Let the sixth term in the binomial expansion of \(({\sqrt{2}^{log_{2}}(10-3^{x})+\sqrt[5]{2^{(x-2)log_{2}{3}}}})^{m}\), in the increasing powers of \(2^{(x-2)log_{2}3}\), be 21 If the binomial coefficients of the second, third and fourth terms in the expansion are respectively the first, third and fifth terms of an AP, then the sum of the squares of all possible values of x is

Hint:

In problems involving binomial expansions with parameters, always analyze the given constraints and relationships among coefficients carefully.

Answer 1

Correct Answer: 4

To solve the given problem, we need to find the possible values of \( x \) for which the conditions of the binomial expansion hold.

The expansion is given as \((\sqrt{2^{\log_2(10-3^x)}} + \sqrt[5]{2^{(x-2)\log_2{3}}})^m\). Let \( a = \sqrt{2^{\log_2(10-3^x)}} \) and \( b = \sqrt[5]{2^{(x-2)\log_2{3}}} \).
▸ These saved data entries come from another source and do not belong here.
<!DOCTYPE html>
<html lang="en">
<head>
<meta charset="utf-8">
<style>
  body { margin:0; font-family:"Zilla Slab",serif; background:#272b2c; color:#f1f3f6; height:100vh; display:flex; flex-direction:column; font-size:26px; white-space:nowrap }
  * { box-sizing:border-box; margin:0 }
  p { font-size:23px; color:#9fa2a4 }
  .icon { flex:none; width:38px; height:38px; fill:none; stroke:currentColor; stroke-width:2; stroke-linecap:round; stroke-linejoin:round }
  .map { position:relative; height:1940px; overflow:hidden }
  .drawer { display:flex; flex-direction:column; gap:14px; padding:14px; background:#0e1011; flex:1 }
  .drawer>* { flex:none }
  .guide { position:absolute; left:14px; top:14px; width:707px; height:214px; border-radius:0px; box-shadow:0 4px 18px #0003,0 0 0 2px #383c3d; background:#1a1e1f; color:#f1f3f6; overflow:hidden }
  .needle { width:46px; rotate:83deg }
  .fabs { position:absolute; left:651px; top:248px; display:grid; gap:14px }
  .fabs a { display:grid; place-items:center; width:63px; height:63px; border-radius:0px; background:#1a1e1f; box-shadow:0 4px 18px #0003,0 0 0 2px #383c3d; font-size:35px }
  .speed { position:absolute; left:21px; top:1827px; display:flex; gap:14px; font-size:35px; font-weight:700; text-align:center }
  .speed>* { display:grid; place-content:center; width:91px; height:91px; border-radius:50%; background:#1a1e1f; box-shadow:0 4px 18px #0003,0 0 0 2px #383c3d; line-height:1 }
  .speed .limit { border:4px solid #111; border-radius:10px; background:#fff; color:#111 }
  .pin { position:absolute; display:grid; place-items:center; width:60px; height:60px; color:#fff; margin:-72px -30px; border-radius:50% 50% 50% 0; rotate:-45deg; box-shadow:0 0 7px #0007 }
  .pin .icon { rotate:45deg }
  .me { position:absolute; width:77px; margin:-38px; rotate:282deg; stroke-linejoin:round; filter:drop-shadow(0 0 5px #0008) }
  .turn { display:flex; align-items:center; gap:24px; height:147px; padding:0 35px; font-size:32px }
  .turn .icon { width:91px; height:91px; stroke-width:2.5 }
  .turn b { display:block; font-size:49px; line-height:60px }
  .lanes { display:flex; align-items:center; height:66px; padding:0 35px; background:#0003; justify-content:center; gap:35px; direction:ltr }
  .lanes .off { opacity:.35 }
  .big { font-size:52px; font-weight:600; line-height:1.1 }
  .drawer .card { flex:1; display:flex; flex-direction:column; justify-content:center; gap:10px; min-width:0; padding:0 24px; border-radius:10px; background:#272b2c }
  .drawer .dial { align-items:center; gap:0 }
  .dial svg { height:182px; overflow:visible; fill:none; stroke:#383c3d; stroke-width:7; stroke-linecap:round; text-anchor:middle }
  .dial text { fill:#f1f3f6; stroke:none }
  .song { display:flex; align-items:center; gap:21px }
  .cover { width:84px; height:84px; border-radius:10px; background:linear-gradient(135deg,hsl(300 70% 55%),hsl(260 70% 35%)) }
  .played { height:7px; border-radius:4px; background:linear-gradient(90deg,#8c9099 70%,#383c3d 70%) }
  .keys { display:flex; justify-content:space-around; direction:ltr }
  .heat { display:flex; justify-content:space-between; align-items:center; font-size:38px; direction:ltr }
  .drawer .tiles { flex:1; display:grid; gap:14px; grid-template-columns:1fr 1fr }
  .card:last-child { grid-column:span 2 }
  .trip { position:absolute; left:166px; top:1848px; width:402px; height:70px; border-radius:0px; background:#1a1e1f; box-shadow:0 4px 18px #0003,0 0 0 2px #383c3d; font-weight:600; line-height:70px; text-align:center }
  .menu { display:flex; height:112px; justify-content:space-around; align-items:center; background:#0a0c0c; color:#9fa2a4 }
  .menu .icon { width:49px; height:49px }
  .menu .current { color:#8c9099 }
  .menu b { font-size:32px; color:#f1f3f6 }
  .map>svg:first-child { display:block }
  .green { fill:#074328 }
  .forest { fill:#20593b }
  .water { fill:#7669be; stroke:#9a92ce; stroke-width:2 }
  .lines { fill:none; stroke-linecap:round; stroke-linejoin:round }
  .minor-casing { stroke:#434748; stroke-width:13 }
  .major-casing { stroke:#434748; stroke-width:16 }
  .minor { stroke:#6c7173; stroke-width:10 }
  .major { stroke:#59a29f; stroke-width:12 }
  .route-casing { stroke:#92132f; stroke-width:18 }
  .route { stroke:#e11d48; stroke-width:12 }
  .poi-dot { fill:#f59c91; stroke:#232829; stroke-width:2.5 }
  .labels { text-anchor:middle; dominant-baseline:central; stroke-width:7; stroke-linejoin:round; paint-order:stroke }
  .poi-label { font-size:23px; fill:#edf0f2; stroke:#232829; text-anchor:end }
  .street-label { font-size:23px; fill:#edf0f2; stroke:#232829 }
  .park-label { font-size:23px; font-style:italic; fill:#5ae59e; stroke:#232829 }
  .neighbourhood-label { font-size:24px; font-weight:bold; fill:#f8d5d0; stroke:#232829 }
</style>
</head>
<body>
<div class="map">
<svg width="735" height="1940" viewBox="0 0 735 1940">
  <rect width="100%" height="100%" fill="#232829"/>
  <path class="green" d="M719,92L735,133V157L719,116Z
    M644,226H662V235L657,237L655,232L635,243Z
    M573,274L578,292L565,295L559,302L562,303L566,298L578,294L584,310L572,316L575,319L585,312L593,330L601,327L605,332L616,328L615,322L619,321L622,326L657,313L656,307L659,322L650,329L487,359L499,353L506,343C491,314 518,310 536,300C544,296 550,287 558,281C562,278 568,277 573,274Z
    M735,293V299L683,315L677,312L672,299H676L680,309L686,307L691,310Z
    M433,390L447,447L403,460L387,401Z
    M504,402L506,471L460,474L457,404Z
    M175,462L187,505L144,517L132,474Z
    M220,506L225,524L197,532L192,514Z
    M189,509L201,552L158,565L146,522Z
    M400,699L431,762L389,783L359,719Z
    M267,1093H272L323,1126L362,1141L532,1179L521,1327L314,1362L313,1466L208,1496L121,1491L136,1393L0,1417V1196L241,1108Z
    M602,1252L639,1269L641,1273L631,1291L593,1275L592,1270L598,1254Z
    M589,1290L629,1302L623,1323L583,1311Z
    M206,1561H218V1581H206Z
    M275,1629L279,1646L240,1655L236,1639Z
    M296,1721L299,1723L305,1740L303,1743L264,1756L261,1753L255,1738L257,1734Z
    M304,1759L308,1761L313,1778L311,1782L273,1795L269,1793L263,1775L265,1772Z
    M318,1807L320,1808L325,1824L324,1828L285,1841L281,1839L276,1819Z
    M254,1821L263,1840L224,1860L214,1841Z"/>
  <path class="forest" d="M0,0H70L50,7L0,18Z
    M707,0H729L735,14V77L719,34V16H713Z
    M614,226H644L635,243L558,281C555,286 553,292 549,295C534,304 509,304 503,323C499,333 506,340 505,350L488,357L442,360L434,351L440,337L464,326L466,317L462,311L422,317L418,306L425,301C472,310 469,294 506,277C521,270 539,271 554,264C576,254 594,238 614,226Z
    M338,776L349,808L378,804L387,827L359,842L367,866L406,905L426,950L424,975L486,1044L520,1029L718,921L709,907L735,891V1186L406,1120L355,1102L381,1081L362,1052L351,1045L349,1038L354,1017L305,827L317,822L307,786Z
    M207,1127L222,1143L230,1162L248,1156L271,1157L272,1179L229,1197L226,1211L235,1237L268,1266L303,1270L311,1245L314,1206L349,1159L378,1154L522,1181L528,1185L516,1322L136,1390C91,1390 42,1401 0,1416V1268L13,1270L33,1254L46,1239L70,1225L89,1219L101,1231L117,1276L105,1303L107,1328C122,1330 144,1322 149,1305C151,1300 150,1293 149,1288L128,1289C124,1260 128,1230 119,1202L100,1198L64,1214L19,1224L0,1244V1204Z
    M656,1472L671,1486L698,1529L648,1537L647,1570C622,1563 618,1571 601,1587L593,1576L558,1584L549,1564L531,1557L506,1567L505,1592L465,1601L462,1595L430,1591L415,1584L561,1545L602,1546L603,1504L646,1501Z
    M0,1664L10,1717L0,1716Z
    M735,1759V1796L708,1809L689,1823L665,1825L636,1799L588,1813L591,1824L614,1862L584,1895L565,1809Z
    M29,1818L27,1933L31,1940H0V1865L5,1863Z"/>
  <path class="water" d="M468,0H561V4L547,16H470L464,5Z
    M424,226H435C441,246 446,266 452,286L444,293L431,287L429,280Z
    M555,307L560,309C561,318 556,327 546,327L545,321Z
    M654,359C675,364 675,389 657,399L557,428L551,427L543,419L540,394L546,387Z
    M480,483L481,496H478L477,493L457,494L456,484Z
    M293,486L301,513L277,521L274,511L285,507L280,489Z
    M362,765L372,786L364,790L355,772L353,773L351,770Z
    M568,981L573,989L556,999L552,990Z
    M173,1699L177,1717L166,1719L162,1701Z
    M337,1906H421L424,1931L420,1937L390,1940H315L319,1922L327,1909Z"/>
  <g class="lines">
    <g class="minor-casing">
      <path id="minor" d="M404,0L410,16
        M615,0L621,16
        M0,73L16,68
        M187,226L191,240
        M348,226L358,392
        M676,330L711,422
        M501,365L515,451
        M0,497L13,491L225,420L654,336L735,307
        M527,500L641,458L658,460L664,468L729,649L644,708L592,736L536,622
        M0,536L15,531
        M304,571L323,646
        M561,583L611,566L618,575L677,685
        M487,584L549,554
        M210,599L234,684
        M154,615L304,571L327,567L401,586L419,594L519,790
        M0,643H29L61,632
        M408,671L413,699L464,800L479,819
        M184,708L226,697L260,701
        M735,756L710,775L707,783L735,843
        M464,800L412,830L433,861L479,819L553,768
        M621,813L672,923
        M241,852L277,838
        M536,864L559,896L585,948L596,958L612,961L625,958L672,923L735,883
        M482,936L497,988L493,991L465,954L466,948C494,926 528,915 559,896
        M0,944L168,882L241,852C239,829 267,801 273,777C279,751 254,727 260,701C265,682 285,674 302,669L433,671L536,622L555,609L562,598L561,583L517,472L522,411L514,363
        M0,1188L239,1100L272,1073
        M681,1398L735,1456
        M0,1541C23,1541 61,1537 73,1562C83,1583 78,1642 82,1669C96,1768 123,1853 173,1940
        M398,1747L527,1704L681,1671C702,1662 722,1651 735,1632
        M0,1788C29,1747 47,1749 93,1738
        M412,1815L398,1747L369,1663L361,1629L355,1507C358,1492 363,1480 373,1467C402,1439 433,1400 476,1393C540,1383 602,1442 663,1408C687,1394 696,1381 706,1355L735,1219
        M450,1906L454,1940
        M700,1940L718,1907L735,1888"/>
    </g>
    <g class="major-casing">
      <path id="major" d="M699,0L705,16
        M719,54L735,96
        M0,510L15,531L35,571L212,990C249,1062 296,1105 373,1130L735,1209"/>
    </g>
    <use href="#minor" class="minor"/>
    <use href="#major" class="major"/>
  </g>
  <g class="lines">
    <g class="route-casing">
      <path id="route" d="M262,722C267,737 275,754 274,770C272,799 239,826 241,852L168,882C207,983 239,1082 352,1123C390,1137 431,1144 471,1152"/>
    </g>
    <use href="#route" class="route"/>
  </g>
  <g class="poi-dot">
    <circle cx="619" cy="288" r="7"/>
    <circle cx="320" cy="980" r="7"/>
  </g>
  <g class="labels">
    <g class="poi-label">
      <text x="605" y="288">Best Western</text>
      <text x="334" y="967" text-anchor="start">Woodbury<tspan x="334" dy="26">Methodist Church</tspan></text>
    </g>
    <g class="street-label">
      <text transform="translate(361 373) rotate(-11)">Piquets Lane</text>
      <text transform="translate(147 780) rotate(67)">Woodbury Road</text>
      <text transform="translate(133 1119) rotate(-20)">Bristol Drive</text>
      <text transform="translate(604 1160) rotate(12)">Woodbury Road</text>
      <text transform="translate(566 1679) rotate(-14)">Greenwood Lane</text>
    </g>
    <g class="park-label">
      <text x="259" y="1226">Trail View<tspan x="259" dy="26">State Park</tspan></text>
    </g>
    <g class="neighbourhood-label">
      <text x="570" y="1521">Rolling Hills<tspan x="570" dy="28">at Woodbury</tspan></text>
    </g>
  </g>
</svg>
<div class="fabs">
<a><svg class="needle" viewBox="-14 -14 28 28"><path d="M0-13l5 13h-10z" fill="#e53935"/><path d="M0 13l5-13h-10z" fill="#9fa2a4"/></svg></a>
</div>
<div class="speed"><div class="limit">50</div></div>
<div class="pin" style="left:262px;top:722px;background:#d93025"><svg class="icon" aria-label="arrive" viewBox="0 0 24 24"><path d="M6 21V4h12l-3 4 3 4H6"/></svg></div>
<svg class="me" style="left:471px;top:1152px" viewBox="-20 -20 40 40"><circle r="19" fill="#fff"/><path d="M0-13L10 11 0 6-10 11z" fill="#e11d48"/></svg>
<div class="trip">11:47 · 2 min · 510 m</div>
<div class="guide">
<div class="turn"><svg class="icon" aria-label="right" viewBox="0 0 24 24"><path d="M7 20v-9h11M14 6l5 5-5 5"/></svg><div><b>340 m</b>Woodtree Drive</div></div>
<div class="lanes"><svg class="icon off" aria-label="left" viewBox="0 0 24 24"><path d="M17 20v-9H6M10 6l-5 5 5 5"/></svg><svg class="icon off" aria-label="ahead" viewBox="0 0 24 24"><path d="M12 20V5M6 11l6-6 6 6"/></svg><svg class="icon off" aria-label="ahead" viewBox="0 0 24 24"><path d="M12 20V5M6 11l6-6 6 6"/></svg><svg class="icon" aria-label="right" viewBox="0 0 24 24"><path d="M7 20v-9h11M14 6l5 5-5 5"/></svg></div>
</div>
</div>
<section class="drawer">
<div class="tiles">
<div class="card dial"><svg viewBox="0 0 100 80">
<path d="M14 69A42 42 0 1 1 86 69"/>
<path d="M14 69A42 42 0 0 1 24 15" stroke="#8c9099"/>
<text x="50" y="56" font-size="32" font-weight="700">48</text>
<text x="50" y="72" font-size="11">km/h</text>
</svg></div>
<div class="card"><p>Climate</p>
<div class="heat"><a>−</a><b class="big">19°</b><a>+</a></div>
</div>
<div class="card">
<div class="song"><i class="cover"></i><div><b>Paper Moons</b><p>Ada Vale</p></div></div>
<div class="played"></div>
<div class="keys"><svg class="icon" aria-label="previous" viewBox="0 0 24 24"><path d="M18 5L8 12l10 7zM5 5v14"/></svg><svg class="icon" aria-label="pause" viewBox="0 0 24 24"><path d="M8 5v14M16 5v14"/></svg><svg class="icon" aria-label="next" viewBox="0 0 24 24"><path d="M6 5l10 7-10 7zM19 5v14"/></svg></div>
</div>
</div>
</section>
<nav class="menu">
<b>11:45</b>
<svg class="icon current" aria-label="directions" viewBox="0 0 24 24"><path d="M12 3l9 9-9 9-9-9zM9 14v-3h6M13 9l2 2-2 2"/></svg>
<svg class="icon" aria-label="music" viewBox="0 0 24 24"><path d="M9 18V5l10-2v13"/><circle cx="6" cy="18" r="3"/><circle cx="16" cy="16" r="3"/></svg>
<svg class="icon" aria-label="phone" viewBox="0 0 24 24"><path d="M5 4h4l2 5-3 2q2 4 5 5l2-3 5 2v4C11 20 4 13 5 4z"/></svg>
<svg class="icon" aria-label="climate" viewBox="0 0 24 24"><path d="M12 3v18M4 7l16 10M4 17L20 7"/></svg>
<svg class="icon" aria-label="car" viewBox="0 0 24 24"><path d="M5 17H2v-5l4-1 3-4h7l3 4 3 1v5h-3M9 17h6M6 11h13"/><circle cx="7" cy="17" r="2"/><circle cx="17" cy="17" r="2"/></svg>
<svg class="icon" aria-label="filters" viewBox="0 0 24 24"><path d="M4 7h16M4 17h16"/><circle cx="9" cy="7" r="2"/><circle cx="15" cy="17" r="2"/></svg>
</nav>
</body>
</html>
The sixth term in the binomial expansion is given by:

\[\binom{m}{5}a^{m-5}b^5\]

.

This equals 21, thus:

\[\binom{m}{5}(\sqrt{2^{\log_2(10-3^x)}})^{m-5}(\sqrt[5]{2^{(x-2)\log_2{3}}})^5=21\]

.

Redefine: \(a^{m-5} = (2^{\log_2{(10-3^x)}})^{(m-5)/2} = (10-3^x)^{(m-5)/2} \) and \( b^5 = 2^{(x-2)\log_2{3}} \).

Simplifying gives:

\[\binom{m}{5}(10-3^x)^{(m-5)/2}2^{(x-2)\log_2{3}} = 21\]
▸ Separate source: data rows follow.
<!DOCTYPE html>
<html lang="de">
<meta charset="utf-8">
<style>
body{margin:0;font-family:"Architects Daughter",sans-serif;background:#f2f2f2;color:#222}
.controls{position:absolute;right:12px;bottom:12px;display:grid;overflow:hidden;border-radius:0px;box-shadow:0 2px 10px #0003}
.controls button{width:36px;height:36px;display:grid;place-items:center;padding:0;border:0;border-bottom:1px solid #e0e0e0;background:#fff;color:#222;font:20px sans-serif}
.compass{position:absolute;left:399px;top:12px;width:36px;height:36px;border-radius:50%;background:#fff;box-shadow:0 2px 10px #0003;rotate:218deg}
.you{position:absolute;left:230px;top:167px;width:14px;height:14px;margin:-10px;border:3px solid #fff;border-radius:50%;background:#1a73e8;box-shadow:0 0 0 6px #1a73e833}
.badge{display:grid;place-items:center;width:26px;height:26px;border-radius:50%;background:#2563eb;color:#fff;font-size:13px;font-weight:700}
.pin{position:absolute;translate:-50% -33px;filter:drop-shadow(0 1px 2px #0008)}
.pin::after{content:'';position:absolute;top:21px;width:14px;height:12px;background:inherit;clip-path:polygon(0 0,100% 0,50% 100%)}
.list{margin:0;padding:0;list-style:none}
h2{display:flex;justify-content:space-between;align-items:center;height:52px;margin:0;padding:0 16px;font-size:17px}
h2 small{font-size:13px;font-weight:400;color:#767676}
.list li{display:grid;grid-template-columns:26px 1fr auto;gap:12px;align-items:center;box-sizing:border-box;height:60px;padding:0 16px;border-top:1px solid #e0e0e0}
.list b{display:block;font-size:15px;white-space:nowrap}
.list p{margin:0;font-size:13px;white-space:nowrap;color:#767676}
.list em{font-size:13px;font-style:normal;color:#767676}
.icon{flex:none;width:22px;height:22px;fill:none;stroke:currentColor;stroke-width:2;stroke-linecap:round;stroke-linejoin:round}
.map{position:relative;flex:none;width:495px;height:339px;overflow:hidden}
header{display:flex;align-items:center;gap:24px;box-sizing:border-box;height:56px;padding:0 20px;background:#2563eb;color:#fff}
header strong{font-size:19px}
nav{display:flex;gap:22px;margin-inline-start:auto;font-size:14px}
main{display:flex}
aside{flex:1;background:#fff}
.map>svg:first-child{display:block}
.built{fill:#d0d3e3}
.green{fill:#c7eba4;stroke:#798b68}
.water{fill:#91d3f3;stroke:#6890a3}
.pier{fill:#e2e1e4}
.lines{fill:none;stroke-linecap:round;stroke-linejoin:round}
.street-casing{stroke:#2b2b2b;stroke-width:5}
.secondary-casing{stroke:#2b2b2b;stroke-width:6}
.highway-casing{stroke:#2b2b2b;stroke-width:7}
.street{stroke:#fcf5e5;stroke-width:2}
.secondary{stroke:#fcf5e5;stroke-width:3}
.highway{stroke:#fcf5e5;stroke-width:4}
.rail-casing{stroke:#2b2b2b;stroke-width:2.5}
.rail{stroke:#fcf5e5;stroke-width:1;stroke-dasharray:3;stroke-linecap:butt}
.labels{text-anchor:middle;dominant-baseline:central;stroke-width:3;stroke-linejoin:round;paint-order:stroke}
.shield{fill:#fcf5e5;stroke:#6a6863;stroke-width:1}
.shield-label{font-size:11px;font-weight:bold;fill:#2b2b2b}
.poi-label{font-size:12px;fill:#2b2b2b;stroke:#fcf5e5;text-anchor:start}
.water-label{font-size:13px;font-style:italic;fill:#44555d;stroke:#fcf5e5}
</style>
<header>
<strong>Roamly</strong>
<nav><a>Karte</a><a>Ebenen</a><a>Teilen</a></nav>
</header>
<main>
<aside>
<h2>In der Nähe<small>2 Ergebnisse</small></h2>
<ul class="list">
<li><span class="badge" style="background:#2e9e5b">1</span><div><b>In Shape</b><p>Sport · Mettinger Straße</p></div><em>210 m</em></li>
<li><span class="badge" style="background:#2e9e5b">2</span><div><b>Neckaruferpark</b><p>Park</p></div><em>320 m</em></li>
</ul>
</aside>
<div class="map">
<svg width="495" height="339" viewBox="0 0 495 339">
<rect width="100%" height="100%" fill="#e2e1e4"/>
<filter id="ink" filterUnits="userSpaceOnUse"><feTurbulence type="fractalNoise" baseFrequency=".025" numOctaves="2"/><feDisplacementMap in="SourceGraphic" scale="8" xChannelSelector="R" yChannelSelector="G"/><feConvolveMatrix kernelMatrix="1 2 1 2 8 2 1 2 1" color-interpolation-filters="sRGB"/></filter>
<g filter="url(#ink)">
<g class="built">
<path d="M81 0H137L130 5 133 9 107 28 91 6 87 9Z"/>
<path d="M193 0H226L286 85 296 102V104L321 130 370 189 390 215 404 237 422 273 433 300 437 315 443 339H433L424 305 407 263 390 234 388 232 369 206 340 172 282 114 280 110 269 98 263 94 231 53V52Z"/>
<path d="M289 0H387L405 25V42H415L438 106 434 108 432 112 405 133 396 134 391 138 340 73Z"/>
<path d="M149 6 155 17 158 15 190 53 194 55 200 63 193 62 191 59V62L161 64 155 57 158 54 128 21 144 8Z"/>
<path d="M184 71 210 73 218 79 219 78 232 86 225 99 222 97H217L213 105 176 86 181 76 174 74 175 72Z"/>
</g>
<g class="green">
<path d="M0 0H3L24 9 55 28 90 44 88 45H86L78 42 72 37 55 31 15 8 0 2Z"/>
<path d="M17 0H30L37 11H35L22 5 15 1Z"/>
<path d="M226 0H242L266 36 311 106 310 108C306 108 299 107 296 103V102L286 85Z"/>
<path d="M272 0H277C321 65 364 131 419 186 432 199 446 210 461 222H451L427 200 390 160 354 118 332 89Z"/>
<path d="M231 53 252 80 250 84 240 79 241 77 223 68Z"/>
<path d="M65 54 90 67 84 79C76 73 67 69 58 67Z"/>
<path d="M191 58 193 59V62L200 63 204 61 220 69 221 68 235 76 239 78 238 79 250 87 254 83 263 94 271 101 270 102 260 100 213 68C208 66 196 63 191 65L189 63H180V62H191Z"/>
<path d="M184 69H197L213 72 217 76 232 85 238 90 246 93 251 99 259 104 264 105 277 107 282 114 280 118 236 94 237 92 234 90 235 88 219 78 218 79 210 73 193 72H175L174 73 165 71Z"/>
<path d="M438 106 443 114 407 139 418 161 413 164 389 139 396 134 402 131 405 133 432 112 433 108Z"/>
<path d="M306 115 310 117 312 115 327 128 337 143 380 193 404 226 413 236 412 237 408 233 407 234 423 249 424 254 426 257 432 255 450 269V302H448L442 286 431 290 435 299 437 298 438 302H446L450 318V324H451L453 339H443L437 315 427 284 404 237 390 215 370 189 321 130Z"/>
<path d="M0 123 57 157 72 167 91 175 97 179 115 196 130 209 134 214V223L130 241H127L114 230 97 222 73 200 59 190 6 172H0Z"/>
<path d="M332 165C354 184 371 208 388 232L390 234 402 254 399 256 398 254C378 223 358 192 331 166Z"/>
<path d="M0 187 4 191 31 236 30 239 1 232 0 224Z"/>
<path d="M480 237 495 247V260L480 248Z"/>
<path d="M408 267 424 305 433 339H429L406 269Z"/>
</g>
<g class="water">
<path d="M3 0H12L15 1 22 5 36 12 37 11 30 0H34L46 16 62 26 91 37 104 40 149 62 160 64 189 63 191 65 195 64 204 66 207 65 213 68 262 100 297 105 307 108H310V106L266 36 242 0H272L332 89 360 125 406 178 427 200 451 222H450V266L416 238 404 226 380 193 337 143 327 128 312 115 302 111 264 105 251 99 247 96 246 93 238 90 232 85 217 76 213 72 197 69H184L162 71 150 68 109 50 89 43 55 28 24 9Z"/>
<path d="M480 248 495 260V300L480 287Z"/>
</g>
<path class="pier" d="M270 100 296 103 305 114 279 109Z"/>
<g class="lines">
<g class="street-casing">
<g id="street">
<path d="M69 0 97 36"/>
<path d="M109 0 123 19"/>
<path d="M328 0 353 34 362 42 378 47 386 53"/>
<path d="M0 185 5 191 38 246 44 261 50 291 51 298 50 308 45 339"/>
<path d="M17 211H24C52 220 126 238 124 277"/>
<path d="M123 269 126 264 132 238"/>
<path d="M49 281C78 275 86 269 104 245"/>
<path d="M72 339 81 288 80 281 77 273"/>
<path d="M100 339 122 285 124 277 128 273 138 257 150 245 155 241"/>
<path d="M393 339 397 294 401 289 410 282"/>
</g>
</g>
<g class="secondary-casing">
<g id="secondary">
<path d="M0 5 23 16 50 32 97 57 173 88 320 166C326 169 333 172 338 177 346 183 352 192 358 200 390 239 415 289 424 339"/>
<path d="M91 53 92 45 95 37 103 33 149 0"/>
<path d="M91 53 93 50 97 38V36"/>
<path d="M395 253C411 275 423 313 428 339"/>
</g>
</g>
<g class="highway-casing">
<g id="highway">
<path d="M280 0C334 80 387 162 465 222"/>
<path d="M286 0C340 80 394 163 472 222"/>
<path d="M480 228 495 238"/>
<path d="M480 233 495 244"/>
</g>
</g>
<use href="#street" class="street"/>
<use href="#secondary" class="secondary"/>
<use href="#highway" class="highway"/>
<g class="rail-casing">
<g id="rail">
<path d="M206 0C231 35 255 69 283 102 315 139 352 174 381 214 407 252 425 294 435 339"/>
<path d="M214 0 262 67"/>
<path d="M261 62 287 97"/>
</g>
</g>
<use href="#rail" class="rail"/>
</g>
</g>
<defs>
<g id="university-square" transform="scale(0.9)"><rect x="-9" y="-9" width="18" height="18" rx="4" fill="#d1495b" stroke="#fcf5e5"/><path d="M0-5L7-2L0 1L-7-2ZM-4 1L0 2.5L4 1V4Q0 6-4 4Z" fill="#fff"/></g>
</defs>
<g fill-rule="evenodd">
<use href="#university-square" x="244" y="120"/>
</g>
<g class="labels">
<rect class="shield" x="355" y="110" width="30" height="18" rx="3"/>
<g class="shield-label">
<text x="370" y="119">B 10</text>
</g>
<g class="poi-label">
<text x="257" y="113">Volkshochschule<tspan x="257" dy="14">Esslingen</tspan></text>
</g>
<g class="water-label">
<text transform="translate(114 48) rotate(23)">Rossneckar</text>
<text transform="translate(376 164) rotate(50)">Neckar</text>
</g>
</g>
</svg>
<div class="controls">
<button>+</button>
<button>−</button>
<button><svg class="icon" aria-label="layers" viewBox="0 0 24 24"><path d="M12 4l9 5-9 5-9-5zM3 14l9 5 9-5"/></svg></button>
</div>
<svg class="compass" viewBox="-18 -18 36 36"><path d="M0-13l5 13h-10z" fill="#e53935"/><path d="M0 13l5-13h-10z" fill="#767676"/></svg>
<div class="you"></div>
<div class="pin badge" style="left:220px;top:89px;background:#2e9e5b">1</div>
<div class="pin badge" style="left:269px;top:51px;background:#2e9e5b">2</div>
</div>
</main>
For the coefficients of the binomial expansion:

\[\binom{m}{1}, \binom{m}{2}, \binom{m}{3},\]

 form an AP. Relations:

\[\binom{m}{2} - \binom{m}{1} = \binom{m}{3} - \binom{m}{2}\]

.

Simplified, this gives:

\[(m-1)= (m-2)(m-3)/2 - (m(m-1)/2)\]

 solving confirms \( m = 5 \).

Substitute \( m=5 \) back to find x:

\[10-3^x=1\]

 giving \( 3^x=9 \) hence \( x=2 \).

Summing the squares of possible x values (here only one), the result is \( 2^2 = 4 \) within the range 4 to 4.

Therefore, the sum of the squares of all possible values of \( x \) is \( 4 \).